= WHAT YOU WILL DO =
Within the lines below, find those that hold the string "currentColor" and copy each one.

= RECORDS SHOWN =
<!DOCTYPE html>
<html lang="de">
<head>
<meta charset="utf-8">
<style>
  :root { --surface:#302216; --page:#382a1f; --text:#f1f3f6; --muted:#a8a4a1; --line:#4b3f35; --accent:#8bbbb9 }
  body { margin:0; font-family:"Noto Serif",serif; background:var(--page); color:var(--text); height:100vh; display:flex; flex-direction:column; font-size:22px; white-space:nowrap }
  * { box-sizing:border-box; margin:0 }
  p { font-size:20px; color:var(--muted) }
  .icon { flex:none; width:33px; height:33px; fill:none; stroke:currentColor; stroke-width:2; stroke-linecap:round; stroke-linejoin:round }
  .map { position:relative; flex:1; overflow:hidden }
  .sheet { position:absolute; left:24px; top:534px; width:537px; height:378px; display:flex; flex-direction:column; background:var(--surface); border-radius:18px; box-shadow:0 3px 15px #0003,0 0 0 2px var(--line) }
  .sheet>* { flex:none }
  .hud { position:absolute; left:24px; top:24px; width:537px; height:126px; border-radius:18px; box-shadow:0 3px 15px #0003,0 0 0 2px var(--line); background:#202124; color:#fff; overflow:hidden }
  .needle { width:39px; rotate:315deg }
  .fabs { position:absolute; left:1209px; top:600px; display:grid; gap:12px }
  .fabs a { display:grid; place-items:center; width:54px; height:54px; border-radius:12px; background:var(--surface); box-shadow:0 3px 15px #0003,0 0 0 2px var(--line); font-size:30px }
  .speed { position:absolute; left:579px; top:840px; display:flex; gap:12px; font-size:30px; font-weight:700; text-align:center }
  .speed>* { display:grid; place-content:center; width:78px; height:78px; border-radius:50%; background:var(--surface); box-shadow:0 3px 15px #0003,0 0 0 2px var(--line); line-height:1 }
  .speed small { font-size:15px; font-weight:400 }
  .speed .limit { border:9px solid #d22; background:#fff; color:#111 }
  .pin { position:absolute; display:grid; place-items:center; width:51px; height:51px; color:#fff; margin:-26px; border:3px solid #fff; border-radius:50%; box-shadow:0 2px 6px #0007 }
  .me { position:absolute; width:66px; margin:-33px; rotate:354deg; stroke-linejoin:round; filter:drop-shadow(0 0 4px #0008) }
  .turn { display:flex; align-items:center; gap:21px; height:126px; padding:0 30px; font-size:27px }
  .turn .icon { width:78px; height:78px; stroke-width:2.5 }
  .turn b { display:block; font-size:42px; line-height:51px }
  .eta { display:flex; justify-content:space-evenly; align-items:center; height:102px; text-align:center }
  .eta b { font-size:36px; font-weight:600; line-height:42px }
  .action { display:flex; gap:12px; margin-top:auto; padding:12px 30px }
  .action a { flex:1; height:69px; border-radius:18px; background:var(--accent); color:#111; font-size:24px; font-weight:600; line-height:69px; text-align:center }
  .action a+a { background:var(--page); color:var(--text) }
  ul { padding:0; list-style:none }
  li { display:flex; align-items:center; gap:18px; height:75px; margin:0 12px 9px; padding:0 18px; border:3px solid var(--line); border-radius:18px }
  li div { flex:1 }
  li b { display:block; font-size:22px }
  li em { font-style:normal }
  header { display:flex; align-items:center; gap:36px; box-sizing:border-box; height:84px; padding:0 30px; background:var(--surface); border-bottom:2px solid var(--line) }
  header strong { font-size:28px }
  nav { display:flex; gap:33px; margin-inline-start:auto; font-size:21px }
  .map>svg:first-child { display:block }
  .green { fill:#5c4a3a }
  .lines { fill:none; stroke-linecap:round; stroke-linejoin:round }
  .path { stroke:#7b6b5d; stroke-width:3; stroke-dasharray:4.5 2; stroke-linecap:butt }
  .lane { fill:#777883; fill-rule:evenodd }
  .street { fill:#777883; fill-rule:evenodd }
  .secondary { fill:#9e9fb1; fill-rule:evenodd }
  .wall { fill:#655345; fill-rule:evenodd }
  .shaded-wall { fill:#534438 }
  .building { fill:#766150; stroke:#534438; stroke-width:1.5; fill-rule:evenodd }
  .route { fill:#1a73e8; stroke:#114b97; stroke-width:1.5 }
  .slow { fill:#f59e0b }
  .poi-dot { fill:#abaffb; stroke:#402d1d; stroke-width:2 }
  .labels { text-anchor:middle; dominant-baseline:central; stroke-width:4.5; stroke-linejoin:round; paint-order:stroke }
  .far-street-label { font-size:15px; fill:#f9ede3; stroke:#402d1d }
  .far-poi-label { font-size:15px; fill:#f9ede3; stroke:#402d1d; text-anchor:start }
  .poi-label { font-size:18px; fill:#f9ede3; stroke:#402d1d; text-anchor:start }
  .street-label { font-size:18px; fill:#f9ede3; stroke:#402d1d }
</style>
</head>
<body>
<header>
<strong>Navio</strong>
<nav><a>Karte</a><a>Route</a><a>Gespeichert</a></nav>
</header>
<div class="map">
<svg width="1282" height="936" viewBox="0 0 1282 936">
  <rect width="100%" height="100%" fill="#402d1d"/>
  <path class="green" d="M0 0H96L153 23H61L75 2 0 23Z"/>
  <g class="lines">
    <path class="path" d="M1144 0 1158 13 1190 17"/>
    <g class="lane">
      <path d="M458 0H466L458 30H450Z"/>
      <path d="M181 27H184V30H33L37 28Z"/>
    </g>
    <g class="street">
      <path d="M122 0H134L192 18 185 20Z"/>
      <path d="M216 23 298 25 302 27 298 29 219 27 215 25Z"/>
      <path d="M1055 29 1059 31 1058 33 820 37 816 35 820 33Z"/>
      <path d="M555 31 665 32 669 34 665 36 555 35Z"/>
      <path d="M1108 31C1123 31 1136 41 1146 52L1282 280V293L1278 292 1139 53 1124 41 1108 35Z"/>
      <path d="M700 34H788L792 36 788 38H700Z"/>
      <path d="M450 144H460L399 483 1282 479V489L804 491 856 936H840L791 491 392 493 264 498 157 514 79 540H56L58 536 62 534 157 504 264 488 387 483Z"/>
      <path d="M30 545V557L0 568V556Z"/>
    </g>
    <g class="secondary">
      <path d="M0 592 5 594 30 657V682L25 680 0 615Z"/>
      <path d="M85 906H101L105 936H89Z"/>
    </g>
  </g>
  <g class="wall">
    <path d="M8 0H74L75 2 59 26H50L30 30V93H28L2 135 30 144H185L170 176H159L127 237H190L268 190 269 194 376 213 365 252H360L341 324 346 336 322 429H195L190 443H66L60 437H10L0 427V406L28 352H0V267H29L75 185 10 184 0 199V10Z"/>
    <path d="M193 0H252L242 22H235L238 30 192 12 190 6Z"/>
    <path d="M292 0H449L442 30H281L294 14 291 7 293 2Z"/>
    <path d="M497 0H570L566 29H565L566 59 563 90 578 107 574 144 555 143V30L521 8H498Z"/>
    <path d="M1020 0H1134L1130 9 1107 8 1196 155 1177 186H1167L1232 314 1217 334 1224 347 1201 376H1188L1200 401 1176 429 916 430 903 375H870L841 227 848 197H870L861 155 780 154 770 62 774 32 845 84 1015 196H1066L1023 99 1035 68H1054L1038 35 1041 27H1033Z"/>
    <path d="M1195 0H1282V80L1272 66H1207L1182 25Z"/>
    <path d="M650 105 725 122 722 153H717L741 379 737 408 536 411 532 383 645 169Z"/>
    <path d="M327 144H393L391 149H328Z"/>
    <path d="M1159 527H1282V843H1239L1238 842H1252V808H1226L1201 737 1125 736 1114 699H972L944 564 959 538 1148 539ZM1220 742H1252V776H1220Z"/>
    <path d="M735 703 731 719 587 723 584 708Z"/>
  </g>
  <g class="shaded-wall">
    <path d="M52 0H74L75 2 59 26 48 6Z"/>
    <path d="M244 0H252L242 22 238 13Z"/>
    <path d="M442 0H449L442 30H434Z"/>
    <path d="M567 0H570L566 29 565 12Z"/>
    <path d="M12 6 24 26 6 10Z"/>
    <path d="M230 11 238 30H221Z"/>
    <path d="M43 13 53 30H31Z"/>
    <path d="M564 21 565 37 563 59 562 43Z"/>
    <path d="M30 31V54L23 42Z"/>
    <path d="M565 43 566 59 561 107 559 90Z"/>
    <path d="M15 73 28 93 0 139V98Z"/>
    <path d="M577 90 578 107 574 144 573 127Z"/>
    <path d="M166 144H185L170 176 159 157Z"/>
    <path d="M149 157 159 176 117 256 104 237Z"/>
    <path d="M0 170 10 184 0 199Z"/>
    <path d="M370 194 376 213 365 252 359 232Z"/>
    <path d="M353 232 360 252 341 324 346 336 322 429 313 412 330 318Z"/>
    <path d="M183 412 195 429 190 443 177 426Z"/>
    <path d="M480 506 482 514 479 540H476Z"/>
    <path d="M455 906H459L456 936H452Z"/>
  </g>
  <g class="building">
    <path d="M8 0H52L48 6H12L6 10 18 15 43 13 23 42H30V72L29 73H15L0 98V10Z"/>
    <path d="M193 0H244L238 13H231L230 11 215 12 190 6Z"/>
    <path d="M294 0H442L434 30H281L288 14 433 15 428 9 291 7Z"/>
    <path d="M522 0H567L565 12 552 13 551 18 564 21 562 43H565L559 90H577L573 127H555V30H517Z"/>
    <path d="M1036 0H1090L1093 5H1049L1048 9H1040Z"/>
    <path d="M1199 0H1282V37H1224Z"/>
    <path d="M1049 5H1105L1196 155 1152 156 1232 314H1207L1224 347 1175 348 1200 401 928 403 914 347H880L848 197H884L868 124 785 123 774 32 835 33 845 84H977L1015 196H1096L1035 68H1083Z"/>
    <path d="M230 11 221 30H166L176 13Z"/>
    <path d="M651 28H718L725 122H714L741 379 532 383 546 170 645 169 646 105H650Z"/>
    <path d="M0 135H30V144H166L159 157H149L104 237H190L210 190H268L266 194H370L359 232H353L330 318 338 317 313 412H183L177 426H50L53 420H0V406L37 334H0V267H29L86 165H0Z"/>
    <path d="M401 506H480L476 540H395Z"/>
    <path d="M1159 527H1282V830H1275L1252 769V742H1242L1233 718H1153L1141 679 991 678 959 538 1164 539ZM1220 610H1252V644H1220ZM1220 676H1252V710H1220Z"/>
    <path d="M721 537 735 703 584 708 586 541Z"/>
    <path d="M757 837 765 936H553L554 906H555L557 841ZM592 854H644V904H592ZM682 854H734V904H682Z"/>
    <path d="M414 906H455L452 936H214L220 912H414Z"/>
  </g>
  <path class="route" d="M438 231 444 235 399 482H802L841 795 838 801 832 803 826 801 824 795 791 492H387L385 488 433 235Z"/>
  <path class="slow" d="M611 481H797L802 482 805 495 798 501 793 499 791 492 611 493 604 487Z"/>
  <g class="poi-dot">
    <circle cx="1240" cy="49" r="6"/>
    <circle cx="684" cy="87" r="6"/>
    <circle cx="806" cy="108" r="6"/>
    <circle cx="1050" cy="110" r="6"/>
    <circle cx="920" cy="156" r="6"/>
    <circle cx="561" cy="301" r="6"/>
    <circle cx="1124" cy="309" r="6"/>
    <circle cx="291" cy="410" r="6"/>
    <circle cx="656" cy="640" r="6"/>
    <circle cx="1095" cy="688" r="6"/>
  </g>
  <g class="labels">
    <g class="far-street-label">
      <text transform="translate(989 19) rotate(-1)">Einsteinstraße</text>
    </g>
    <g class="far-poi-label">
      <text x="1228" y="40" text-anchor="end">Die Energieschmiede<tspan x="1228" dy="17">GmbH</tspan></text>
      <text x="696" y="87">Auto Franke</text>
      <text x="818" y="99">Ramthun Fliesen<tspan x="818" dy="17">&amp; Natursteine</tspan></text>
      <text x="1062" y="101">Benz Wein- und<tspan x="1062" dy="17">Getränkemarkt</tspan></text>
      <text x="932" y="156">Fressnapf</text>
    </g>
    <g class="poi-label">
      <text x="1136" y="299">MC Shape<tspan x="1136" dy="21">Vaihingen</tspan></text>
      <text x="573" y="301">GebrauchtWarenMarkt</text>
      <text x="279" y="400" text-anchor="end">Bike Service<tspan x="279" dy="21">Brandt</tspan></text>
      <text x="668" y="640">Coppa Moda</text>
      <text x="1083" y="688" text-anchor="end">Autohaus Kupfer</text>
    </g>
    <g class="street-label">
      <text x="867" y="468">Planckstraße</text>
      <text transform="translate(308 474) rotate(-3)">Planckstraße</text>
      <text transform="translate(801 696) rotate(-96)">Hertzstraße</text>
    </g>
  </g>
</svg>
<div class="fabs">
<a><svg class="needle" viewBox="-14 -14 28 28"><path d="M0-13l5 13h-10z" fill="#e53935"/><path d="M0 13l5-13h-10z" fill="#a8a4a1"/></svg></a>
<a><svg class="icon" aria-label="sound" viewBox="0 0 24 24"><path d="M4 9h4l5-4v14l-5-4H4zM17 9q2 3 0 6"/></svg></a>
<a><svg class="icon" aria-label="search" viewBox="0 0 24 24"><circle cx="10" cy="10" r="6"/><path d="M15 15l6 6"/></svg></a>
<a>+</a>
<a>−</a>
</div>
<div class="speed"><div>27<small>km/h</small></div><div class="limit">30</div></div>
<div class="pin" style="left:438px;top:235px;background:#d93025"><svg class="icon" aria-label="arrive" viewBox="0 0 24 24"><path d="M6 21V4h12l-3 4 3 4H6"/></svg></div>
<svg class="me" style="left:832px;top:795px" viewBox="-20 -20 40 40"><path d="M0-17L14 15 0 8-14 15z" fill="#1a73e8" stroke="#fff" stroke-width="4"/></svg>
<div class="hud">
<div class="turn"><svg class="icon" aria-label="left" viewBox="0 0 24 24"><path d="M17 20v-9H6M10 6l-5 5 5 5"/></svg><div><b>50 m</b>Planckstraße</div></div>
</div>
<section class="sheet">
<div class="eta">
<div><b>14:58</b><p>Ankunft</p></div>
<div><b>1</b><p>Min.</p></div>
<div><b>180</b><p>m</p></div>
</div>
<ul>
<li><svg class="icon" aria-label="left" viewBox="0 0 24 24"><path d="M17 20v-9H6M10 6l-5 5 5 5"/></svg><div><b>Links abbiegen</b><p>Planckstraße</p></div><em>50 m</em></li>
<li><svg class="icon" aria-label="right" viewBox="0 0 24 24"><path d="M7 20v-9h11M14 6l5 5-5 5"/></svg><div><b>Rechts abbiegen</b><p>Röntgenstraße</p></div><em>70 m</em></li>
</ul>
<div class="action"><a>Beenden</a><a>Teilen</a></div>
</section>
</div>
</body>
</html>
==
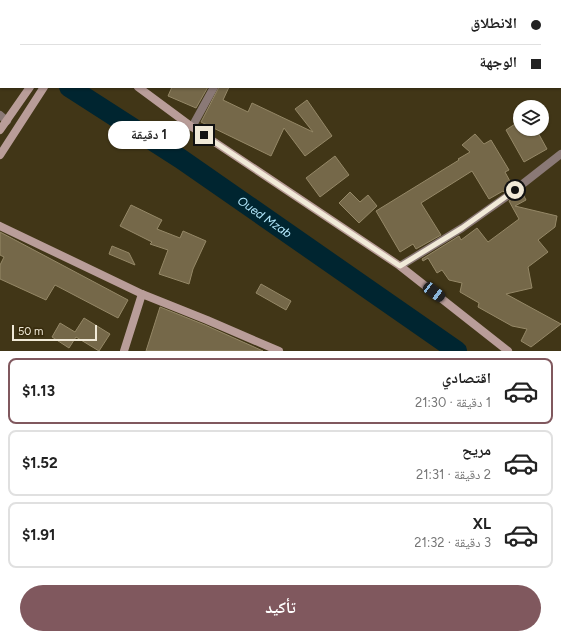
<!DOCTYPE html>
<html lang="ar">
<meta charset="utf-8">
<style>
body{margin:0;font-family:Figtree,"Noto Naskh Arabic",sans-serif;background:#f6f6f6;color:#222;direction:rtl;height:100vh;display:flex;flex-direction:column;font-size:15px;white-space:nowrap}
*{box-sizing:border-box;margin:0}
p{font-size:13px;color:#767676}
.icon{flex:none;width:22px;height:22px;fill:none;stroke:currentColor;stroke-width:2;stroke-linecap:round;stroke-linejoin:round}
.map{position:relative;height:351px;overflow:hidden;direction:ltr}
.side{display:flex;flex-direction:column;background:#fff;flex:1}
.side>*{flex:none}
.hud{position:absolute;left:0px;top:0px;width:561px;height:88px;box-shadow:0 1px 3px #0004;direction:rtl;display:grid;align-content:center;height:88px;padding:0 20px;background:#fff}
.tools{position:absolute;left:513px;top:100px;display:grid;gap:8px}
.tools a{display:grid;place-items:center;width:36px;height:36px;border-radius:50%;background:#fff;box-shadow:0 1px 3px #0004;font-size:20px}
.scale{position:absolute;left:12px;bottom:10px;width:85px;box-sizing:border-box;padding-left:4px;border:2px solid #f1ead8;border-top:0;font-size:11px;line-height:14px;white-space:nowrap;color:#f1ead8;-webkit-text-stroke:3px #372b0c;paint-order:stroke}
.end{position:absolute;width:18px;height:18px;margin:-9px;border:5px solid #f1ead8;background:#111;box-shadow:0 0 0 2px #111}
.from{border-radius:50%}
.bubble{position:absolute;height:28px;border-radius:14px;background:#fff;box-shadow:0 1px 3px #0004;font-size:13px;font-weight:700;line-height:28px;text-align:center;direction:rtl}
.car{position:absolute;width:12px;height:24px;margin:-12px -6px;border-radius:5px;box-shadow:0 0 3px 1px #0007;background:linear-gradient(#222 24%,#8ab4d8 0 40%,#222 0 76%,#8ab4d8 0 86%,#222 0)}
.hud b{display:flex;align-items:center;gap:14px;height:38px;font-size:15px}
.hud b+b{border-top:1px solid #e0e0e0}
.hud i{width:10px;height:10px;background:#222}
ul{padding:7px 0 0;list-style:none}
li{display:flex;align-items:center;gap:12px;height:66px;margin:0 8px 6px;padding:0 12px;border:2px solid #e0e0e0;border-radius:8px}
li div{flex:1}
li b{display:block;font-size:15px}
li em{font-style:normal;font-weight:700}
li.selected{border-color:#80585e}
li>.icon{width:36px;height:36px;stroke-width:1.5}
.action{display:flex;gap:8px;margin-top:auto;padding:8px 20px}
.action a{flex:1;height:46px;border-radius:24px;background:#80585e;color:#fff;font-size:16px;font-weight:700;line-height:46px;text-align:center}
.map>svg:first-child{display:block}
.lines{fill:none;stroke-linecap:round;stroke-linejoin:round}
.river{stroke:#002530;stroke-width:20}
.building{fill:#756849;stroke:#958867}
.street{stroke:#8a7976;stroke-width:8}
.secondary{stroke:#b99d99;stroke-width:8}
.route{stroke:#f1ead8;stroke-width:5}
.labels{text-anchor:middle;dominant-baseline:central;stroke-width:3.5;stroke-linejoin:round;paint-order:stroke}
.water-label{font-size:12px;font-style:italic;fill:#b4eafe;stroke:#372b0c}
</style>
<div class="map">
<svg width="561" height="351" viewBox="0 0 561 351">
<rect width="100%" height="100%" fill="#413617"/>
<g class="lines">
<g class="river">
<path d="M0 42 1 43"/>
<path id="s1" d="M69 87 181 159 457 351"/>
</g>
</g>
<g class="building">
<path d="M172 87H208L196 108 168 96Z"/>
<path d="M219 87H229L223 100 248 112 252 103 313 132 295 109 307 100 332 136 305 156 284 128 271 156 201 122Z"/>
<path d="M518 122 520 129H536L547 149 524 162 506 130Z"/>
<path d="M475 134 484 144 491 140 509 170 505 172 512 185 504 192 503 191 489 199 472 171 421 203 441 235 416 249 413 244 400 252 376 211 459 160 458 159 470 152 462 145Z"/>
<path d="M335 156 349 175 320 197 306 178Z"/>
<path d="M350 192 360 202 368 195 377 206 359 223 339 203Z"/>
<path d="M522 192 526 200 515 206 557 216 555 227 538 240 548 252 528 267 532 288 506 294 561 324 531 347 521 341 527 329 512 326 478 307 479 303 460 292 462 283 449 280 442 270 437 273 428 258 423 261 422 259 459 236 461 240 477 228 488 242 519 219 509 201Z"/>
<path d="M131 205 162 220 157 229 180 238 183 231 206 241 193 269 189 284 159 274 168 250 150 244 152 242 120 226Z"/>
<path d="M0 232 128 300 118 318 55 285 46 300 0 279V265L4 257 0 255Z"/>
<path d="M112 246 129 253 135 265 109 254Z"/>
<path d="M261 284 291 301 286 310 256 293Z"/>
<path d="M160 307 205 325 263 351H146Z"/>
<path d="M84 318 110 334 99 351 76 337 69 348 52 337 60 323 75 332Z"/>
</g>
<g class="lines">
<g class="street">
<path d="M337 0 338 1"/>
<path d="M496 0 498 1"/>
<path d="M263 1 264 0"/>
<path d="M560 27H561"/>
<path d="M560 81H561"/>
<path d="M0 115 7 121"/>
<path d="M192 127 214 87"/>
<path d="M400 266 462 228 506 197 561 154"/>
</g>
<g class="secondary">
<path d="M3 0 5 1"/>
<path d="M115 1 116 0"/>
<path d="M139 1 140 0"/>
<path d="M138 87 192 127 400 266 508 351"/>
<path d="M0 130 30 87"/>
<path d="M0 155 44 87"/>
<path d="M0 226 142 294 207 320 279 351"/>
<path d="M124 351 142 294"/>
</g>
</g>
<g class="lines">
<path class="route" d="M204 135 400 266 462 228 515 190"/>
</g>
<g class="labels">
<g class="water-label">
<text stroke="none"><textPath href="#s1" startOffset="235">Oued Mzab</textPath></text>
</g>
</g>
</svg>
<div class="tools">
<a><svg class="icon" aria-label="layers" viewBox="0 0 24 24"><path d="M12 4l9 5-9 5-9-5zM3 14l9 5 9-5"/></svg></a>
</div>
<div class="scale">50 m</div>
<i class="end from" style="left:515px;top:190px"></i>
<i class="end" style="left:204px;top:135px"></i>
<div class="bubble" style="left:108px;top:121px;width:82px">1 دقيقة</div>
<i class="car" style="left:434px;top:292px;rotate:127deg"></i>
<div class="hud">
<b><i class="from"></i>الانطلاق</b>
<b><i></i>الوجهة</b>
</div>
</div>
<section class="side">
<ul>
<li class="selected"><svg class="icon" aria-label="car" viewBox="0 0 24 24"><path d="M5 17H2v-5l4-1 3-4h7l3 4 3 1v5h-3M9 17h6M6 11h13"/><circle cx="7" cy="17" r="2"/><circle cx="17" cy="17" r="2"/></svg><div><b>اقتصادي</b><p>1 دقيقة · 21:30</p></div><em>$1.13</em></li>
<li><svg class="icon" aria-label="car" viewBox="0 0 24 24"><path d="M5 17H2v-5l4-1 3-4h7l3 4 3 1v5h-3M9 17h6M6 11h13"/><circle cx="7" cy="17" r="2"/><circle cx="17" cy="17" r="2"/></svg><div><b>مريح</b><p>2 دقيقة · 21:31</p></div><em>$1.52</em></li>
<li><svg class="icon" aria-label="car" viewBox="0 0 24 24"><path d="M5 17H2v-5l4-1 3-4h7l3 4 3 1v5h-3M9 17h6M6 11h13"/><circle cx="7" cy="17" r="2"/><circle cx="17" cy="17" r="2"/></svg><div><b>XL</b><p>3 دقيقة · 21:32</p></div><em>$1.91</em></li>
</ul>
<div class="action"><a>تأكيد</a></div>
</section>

= EXERCISE ANSWER =
  .icon { flex:none; width:33px; height:33px; fill:none; stroke:currentColor; stroke-width:2; stroke-linecap:round; stroke-linejoin:round }
.icon{flex:none;width:22px;height:22px;fill:none;stroke:currentColor;stroke-width:2;stroke-linecap:round;stroke-linejoin:round}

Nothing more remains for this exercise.